Type out the data again. Keep every line exactly the same.

**** Data listing

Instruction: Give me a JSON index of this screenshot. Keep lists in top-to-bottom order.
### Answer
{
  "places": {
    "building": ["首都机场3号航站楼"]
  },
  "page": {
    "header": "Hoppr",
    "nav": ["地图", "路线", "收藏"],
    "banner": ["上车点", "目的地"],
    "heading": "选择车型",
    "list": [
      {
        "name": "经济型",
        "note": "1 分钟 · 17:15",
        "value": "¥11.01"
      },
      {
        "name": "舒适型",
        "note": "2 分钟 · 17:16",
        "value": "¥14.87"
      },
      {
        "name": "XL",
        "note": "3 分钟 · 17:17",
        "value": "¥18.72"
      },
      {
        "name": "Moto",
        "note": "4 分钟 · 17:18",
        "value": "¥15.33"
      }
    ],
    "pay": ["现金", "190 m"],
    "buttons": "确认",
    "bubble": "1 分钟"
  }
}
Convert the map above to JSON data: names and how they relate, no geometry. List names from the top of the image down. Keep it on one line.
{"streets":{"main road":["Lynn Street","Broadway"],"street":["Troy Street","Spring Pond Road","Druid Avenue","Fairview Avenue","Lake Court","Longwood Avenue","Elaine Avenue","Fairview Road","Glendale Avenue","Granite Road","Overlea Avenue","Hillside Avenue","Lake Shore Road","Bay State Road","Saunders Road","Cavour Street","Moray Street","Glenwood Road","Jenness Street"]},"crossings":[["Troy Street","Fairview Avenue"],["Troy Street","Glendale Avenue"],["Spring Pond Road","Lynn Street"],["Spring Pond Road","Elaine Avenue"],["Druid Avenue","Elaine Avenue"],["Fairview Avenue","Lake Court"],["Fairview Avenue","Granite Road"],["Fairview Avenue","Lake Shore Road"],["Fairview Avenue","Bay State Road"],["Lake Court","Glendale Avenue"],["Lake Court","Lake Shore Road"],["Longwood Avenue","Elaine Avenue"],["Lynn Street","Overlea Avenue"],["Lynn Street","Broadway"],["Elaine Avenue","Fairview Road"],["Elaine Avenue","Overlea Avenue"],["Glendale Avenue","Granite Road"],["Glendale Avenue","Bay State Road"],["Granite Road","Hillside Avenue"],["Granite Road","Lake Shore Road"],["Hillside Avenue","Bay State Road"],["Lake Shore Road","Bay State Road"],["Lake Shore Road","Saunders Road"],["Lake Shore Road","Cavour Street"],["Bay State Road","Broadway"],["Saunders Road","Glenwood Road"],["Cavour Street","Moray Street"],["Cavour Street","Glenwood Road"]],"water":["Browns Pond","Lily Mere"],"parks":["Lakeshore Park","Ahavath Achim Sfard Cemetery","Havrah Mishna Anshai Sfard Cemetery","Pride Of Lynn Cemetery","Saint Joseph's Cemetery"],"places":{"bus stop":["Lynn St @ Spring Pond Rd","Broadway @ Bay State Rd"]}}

********

- **Answer box**
Instruction: Give me a JSON index of this screenshot. Keep lists in top-to-bottom order.
### Answer
{
  "places": {
    "building": ["首都机场3号航站楼"]
  },
  "page": {
    "header": "Hoppr",
    "nav": ["地图", "路线", "收藏"],
    "banner": ["上车点", "目的地"],
    "heading": "选择车型",
    "list": [
      {
        "name": "经济型",
        "note": "1 分钟 · 17:15",
        "value": "¥11.01"
      },
      {
        "name": "舒适型",
        "note": "2 分钟 · 17:16",
        "value": "¥14.87"
      },
      {
        "name": "XL",
        "note": "3 分钟 · 17:17",
        "value": "¥18.72"
      },
      {
        "name": "Moto",
        "note": "4 分钟 · 17:18",
        "value": "¥15.33"
      }
    ],
    "pay": ["现金", "190 m"],
    "buttons": "确认",
    "bubble": "1 分钟"
  }
}
Convert the map above to JSON data: names and how they relate, no geometry. List names from the top of the image down. Keep it on one line.
{"streets":{"main road":["Lynn Street","Broadway"],"street":["Troy Street","Spring Pond Road","Druid Avenue","Fairview Avenue","Lake Court","Longwood Avenue","Elaine Avenue","Fairview Road","Glendale Avenue","Granite Road","Overlea Avenue","Hillside Avenue","Lake Shore Road","Bay State Road","Saunders Road","Cavour Street","Moray Street","Glenwood Road","Jenness Street"]},"crossings":[["Troy Street","Fairview Avenue"],["Troy Street","Glendale Avenue"],["Spring Pond Road","Lynn Street"],["Spring Pond Road","Elaine Avenue"],["Druid Avenue","Elaine Avenue"],["Fairview Avenue","Lake Court"],["Fairview Avenue","Granite Road"],["Fairview Avenue","Lake Shore Road"],["Fairview Avenue","Bay State Road"],["Lake Court","Glendale Avenue"],["Lake Court","Lake Shore Road"],["Longwood Avenue","Elaine Avenue"],["Lynn Street","Overlea Avenue"],["Lynn Street","Broadway"],["Elaine Avenue","Fairview Road"],["Elaine Avenue","Overlea Avenue"],["Glendale Avenue","Granite Road"],["Glendale Avenue","Bay State Road"],["Granite Road","Hillside Avenue"],["Granite Road","Lake Shore Road"],["Hillside Avenue","Bay State Road"],["Lake Shore Road","Bay State Road"],["Lake Shore Road","Saunders Road"],["Lake Shore Road","Cavour Street"],["Bay State Road","Broadway"],["Saunders Road","Glenwood Road"],["Cavour Street","Moray Street"],["Cavour Street","Glenwood Road"]],"water":["Browns Pond","Lily Mere"],"parks":["Lakeshore Park","Ahavath Achim Sfard Cemetery","Havrah Mishna Anshai Sfard Cemetery","Pride Of Lynn Cemetery","Saint Joseph's Cemetery"],"places":{"bus stop":["Lynn St @ Spring Pond Rd","Broadway @ Bay State Rd"]}}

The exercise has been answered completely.